Data in this exercise START

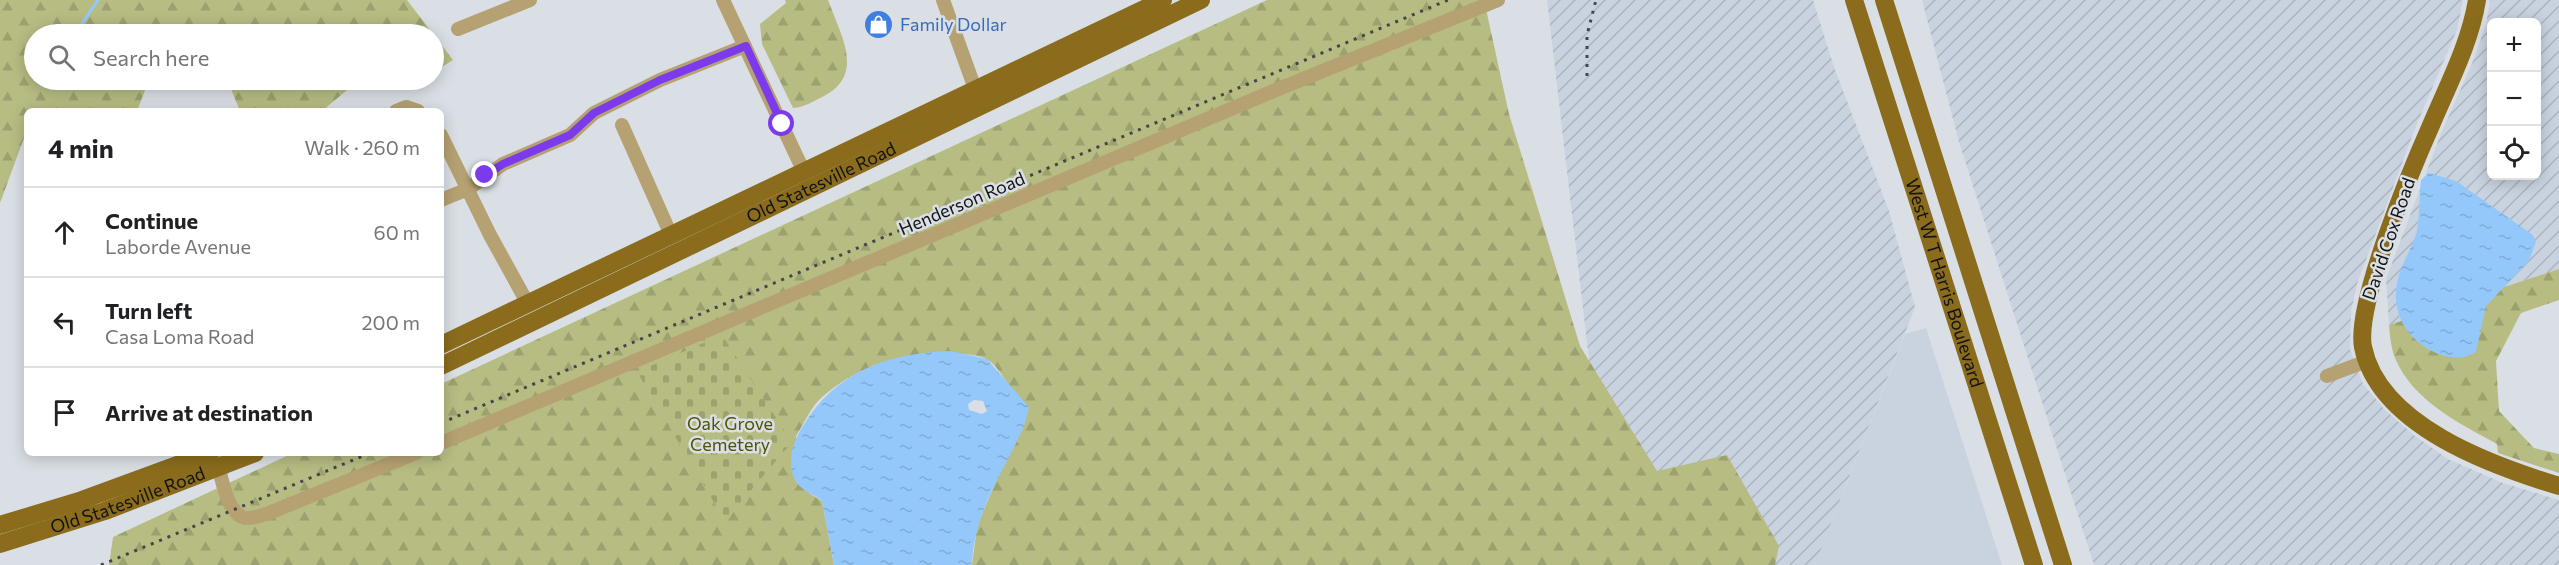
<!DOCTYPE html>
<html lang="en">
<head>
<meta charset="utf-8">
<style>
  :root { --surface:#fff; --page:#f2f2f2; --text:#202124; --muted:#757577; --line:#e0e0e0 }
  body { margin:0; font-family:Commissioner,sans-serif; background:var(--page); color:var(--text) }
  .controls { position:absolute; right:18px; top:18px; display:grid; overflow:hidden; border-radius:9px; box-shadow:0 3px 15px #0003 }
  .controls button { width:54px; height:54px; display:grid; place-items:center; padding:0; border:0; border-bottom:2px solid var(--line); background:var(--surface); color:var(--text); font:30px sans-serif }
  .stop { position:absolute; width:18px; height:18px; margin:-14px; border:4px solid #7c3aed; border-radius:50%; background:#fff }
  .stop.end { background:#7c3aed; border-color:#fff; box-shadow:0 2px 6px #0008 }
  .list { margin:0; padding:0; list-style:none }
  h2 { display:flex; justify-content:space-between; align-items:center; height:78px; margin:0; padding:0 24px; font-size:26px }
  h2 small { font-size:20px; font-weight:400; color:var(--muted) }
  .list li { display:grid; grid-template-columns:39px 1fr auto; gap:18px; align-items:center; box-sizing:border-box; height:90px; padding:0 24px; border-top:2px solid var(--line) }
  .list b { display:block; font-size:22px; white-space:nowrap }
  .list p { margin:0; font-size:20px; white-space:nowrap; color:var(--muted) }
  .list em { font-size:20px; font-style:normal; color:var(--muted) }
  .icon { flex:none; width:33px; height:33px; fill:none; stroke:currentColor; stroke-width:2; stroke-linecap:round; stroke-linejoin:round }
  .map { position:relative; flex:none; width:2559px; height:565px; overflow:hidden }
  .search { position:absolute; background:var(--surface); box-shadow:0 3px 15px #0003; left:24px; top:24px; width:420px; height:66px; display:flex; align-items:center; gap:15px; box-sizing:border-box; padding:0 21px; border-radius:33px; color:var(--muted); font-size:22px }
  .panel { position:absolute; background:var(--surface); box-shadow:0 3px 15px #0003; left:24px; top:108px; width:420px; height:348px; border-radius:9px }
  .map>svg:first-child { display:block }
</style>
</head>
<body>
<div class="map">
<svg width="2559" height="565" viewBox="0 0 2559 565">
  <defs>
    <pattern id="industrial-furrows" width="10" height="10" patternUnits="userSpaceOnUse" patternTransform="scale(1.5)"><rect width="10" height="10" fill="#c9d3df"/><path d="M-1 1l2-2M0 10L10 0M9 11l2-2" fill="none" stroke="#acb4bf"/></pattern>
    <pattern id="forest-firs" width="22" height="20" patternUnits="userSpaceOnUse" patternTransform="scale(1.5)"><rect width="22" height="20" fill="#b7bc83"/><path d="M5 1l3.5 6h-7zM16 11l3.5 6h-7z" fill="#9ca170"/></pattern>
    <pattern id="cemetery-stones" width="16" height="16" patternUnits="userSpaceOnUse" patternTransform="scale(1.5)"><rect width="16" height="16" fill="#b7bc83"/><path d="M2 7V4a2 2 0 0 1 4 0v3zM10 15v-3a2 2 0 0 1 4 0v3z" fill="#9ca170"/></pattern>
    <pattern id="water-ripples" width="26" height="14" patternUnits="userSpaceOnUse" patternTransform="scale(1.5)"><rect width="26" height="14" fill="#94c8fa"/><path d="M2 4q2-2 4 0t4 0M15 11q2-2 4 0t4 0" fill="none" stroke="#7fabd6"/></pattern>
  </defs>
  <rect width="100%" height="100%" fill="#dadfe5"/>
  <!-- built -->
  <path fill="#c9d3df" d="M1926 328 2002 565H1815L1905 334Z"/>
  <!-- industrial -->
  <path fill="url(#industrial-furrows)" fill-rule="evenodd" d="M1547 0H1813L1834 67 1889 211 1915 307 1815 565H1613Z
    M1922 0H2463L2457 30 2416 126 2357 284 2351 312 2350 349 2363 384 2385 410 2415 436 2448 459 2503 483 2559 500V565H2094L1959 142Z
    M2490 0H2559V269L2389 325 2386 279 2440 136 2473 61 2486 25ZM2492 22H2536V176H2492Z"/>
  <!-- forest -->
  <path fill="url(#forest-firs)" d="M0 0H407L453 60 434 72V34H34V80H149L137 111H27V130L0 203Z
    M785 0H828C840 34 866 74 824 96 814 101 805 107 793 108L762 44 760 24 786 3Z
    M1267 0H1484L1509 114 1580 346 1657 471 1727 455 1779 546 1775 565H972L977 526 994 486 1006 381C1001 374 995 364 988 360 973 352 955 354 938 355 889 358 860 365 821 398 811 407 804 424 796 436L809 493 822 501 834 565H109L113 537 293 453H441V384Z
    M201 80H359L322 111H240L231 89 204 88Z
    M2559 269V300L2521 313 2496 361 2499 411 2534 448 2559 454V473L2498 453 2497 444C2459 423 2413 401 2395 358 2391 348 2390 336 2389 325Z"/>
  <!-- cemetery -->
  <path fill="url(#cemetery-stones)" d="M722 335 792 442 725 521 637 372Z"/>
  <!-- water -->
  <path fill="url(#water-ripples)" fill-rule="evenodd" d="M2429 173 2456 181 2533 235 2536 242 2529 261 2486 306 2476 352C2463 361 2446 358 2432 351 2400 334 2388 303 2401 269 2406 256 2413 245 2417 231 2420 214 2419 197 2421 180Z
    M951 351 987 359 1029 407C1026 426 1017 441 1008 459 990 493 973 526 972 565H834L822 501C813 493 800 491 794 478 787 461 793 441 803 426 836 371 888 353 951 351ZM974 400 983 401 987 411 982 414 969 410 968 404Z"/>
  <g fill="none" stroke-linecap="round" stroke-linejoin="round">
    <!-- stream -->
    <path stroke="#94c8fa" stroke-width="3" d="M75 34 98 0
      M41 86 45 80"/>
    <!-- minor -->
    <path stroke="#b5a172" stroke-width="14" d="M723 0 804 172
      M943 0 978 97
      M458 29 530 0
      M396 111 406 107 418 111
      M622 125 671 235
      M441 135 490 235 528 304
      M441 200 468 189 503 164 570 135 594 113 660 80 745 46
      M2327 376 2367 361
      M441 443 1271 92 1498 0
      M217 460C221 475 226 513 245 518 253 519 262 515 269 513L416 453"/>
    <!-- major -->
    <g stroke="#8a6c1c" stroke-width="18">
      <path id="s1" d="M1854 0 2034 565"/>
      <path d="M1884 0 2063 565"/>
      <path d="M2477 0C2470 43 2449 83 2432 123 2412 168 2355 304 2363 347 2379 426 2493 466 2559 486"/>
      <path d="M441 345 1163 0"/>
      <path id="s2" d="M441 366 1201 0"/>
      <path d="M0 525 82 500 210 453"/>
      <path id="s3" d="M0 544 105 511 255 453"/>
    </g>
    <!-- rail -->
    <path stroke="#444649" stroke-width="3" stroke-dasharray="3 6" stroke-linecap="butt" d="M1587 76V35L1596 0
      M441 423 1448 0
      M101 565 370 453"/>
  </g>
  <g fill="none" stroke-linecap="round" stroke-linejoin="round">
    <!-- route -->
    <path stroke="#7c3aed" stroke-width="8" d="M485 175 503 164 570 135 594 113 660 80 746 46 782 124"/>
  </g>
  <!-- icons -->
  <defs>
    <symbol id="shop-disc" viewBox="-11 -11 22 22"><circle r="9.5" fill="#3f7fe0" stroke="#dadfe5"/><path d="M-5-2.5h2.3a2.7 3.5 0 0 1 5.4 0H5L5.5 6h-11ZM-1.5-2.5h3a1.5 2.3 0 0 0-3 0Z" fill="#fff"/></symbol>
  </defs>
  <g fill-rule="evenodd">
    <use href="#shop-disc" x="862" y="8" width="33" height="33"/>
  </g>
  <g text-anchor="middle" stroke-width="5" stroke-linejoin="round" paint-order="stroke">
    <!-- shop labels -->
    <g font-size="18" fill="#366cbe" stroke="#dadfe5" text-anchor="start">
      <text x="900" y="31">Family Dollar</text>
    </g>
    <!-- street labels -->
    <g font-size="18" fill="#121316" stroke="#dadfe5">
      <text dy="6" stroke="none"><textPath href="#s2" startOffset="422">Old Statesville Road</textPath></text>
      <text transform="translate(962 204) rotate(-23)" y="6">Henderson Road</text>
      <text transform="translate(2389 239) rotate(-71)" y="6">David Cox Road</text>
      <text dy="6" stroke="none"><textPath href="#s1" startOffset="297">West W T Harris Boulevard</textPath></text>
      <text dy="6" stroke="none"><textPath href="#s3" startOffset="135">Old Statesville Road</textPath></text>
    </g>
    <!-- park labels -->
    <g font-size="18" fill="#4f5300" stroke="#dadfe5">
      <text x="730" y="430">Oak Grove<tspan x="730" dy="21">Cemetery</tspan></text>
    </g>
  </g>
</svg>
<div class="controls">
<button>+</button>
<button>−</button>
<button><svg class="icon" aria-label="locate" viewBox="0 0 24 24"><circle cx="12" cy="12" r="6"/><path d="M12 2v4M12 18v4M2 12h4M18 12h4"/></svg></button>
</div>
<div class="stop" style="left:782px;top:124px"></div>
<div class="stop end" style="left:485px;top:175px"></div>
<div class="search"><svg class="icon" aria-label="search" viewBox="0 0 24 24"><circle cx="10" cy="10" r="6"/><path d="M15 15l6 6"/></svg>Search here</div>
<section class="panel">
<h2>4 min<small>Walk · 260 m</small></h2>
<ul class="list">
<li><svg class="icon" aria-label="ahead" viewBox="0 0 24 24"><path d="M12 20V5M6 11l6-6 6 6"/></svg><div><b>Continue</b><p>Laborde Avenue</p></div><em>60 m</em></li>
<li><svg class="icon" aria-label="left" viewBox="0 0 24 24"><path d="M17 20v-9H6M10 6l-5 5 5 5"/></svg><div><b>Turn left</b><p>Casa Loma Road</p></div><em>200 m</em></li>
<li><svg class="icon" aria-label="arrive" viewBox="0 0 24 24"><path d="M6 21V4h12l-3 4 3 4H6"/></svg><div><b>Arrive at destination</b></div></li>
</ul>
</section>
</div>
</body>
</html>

Data in this exercise END

Exercise prompt: An exact, complete copy of the lines above from the one with "width:54px; height:54px; display:grid;" through the one with "font-size:20px; font-style:normal; color:var(--muted)" is the whole answer.

Exercise result:
  .controls button { width:54px; height:54px; display:grid; place-items:center; padding:0; border:0; border-bottom:2px solid var(--line); background:var(--surface); color:var(--text); font:30px sans-serif }
  .stop { position:absolute; width:18px; height:18px; margin:-14px; border:4px solid #7c3aed; border-radius:50%; background:#fff }
  .stop.end { background:#7c3aed; border-color:#fff; box-shadow:0 2px 6px #0008 }
  .list { margin:0; padding:0; list-style:none }
  h2 { display:flex; justify-content:space-between; align-items:center; height:78px; margin:0; padding:0 24px; font-size:26px }
  h2 small { font-size:20px; font-weight:400; color:var(--muted) }
  .list li { display:grid; grid-template-columns:39px 1fr auto; gap:18px; align-items:center; box-sizing:border-box; height:90px; padding:0 24px; border-top:2px solid var(--line) }
  .list b { display:block; font-size:22px; white-space:nowrap }
  .list p { margin:0; font-size:20px; white-space:nowrap; color:var(--muted) }
  .list em { font-size:20px; font-style:normal; color:var(--muted) }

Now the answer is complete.